Spargelzeit – eine kulinarische Tragödie

Als der Bärlauch sich in die junge Kartoffel verguckte, ahnte er nicht, dass diese längst dem Spargel schöne Augen machte. Als er endlich davon erfuhr, war es zu spät. So strauchelte der Bärlauch über die kleine Knolle und stürzte sich mit einem entschlossenen „Pasta!“ ins Pesto.

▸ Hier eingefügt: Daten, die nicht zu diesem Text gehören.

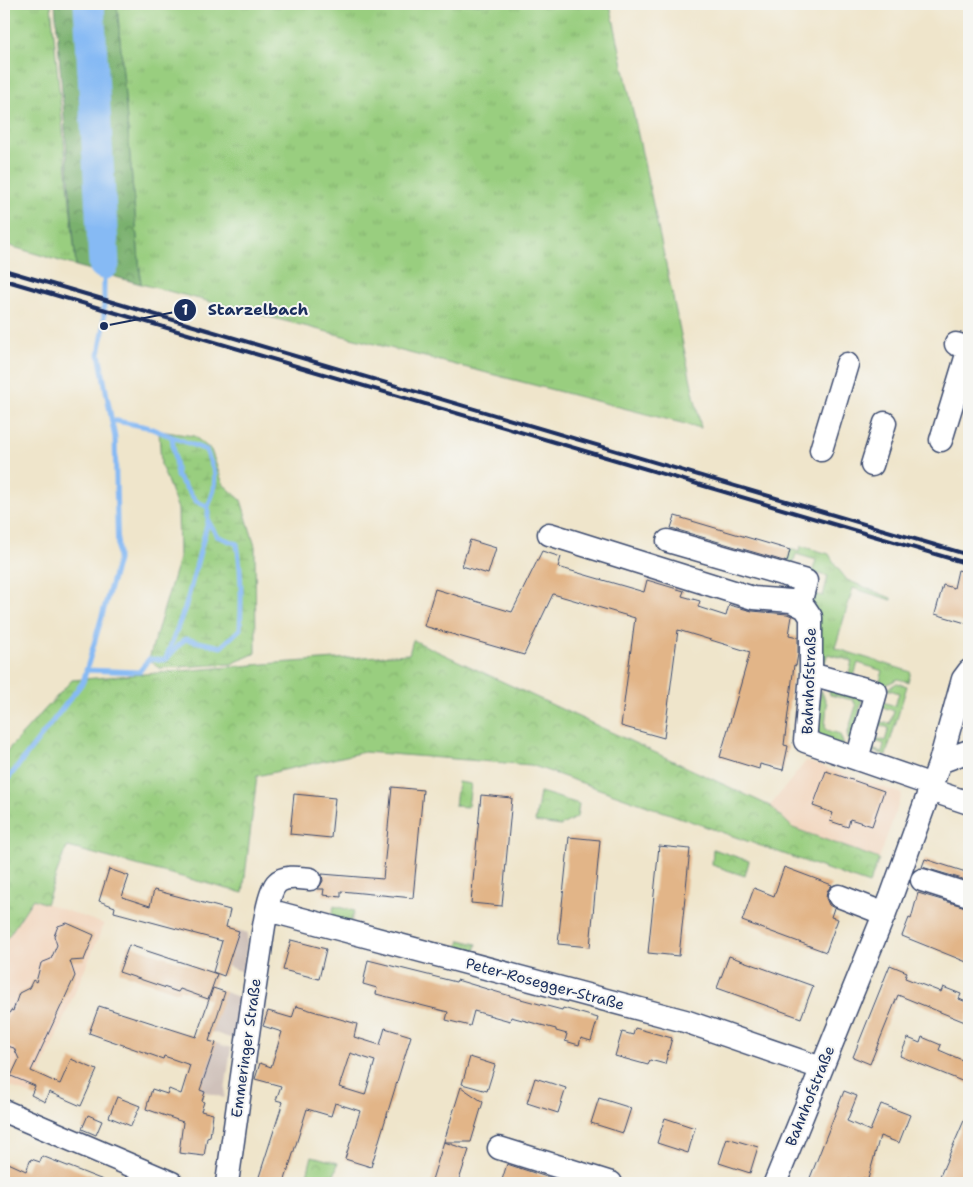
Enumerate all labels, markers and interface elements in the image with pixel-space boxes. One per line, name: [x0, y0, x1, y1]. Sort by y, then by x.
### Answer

Dabei hatte der Spargel die Avancen der Kartoffel nicht einmal bemerkt und ließ sich von einem Schinken einwickeln, der nach längerem Spanienaufenthalt nichts als Melonen im Sinn hatte und mit dem Spargel bloß rhabarberte. Darauf ertränkte die Kartoffel ihren Kummer in salziger Butter. Kümmerlichen Trost fand sie einzig darin, dass der Spargel es ihr bald nachtun sollte.Rezepte

Denn längst schlich der obstversessene Schinken um die Erdbeeren herum, die beschämt erröteten und viel lieber mit dem Rhabarber unter einem Baiser gelandet wären. Der Rhabarber aber wollte davon nichts wissen, haderte er doch wie jeden Frühling damit, dass er genau genommen keine Süßfrucht, sondern ein Gemüse war.

Und so kam es, dass am Ende niemand zusammen herumlenzte. Nicht wenige landeten im Kompott. Der Rest spargelte beleidigt davon.

So ein sehnsuchtsvoller Reigen kann den ganzen Mai vergeigen.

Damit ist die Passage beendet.